Stuff…and Some Other Stuff

I haven’t posted for a while, and since Jeremy comes home for the summer tonight, I thought I should write something quickly. I did take some photos of knitting projects, but they are out of date already, so I’ll just say in passing that the Polka Purl Dot tank is complete except for belt straps and blocking, and my dad’s vest is making good progress, almost to the armholes on the front.

Weekend Update
The past few weekends have been much more action-packed than I’ve been used to of late. Last weekend I went out for a long trek around town: I finally visited the public library, explored a bit downtown Salem and saw an old steam engine train by Riverfront Park, and then wandered around Saturday Market and bought some plants.

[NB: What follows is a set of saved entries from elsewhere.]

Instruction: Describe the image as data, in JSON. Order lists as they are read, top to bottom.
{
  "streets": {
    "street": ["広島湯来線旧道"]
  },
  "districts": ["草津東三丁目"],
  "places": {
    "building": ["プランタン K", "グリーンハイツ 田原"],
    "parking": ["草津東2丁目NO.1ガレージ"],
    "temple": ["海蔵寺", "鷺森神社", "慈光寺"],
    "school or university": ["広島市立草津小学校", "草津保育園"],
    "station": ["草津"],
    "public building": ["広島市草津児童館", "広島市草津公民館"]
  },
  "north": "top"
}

This past weekend, I went to a small Sheep to Shawl Festival at Mission Mill Museum, and got to meet sheep, goats, llamas, alpacas, and an angora bunny that made me miss Baron Von Fluff. I watched a sheep being sheared, and saw a whole bunch of people spinning yarn, but exercised a great deal of restraint and bought nothing. On Saturday evening I walked to the Reed Opera House downtown, in the pouring rain, hoping to go see a play through the Salem Repertory Theater. It turned out that show and all the remaining ones were sold out, but by hanging around, I managed to get ahold of a Sunday evening ticket via cancellation, so the next day I walked back downtown in much nicer weather.

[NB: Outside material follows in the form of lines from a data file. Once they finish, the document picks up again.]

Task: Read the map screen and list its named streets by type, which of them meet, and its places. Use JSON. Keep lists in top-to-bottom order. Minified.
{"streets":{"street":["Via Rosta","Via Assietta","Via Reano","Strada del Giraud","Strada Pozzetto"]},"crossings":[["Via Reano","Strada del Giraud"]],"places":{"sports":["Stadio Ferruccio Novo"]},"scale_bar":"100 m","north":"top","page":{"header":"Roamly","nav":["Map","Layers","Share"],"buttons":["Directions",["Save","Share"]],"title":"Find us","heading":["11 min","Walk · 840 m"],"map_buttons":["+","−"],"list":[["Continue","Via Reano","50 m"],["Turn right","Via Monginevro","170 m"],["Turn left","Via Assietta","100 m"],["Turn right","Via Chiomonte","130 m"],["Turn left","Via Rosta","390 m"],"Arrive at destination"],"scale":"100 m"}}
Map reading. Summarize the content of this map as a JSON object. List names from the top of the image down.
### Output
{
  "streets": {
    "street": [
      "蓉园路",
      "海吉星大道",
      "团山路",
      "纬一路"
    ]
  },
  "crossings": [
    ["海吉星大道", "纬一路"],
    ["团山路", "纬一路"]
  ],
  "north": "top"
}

The play is “The Complete Works of William Shakespeare (Abridged),” and I saw it performed once before, in my senior year of high school in Denver. I remembered it as being the funniest play I have ever seen, and it didn’t disappoint the second time around. It is put on by only three actors, at a frantic pace, as you might imagine: dressing up in one costume after another, condensing and combining 37 plays. The play does have a set script—I remembered the history play football game, the 14-in-1 comedy, the Othello rap, and the Titus Andronicus cooking show—but the actors clearly had a lot of room for improvisation as well, making comments relevant to Salem and tying in current pop culture and news references. They even mentioned the Desperate Housewives finale, which was airing during the performance. The second half of the play is entirely devoted to Hamlet: fast, faster, fastest (they all immediately fall down dead), and even backwards. The actors did a fantastic, frenetic job, and it is a play I would highly recommend to anyone who has the opportunity to see it—I only wish Jeremy had been able to come home before its run ended here.